La solitudine dei pazienti che soffrono di emicrania, troppo spesso banalizzata

La solitudine dei pazienti che soffrono di emicrania, troppo spesso banalizzata

28 Novembre 2023 - di Silvia_Di_Pasquale

La solitudine dei pazienti che soffrono di emicrania, troppo spesso banalizzata. Chi ne è affetto è colpito da una forma ricorrente di mal di testa, che può diventare invalidante. Si presenta come un dolore pulsante concentrato in uno o più punti della testa, a cui possono accompagnarsi frequentemente nausea, vomito, disturbi visivi, sensibilità alla luce, ai suoni, agli odori. In Italia ne soffrono 8 milioni di persone, in maniera episodica oppure ricorrente. In forma cronica può presentarsi per più di 15 giorni al mese. L’Organizzazione Mondiale della Sanità l’ha descritta come la seconda causa di disabilità nel mondo.

Eppure, spesso quando si esterna il problema, nella popolazione viene banalizzato, anche sul posto di lavoro. Questo il quadro emerso da un’indagine qualitativa condotta dall’Istituto Piepoli per Pfizer. La ricerca ha cercato di comprendere quali siano le difficoltà che vivono le persone che soffrono di emicrania e la consapevolezza sulla patologia.

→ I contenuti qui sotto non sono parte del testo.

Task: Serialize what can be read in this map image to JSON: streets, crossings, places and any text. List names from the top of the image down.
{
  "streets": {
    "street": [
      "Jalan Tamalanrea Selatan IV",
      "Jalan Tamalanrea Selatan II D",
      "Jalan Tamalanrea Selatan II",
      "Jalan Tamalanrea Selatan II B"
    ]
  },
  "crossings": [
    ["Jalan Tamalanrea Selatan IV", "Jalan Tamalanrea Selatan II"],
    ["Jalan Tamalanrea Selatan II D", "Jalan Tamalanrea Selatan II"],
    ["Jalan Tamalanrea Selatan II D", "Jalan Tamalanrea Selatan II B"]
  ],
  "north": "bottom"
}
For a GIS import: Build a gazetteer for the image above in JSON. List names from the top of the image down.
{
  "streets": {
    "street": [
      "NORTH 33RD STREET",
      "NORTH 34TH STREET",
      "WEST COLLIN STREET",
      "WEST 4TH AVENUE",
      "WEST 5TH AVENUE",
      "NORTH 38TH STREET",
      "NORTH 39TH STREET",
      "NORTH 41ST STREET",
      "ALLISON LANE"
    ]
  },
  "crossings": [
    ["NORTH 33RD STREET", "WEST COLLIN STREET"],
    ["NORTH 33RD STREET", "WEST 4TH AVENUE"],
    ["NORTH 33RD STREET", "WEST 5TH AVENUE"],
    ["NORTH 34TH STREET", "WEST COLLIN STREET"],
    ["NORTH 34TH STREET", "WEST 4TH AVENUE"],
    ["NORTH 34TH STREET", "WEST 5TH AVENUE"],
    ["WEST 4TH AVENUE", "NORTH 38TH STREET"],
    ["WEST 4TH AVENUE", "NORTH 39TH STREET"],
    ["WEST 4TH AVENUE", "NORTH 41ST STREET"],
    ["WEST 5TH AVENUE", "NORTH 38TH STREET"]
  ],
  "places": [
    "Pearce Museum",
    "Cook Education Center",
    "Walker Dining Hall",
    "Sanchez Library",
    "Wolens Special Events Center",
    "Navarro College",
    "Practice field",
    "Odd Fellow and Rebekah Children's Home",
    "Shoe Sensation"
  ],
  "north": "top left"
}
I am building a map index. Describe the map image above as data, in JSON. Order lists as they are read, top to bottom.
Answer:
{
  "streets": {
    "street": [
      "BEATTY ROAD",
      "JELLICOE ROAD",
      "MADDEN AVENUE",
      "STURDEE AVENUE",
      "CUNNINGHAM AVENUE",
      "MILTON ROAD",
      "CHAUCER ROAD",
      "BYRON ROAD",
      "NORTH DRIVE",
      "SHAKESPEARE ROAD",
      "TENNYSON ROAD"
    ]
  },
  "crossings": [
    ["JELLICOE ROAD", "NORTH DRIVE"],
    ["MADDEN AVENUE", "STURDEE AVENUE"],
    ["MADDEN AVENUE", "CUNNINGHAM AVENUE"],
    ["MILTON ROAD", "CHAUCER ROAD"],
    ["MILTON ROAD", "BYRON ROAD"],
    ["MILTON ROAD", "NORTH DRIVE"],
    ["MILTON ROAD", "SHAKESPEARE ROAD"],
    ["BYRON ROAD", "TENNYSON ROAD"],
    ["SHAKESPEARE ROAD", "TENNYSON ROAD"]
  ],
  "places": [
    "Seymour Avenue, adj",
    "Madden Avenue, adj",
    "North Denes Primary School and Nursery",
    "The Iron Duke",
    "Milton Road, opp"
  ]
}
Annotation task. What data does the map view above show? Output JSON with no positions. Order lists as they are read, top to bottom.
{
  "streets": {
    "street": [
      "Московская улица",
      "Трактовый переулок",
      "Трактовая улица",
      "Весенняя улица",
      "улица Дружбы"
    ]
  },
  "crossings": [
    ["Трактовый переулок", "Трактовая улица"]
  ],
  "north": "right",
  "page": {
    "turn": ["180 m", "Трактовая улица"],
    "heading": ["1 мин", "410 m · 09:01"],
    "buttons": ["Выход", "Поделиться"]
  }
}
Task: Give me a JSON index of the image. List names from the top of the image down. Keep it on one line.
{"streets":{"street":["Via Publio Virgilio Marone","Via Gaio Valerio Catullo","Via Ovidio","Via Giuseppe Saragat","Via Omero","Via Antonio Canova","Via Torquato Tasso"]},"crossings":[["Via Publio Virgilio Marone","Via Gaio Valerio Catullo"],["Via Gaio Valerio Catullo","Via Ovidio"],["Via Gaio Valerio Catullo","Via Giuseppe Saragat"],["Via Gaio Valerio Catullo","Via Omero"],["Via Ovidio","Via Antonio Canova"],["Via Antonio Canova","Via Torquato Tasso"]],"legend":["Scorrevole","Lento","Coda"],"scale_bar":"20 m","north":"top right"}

“Il primo elemento emerso è il grande livello di sofferenza, spesso sottovalutata, che deve affrontare chi soffre di emicrania”, dice Livio Gigliuto, presidente esecutivo dell’Istituto Piepoli. “Un paziente ci ha detto: ‘È come se ci togliessero frammenti di vita’. Per chi soffre di emicrania, infatti, per alcune ore – ma talvolta per molto più tempo – è impossibile fare qualunque cosa: lavorare, relazionarsi con gli altri”. “Tanti pazienti dicono che il grande problema che vivono è la sottovalutazione di questa patologia”, spiega Gigliuto.

“Lamentano di essere trattati come se stessero inventando una sofferenza. Non è affatto così”. I malati vorrebbero anche un maggiore riconoscimento sociale della malattia. “Chiedono alle istituzioni di dare vita a una grade campagna di sensibilizzazione che permetta alle persone che soffrono di emicrania di essere socialmente considerata e poter superare questo stigma sociale che è un’aggiunta al tanto dolore che già provano per la patologia da cui sono affetti”, conclude Gigliuto. (FONTE ANSA).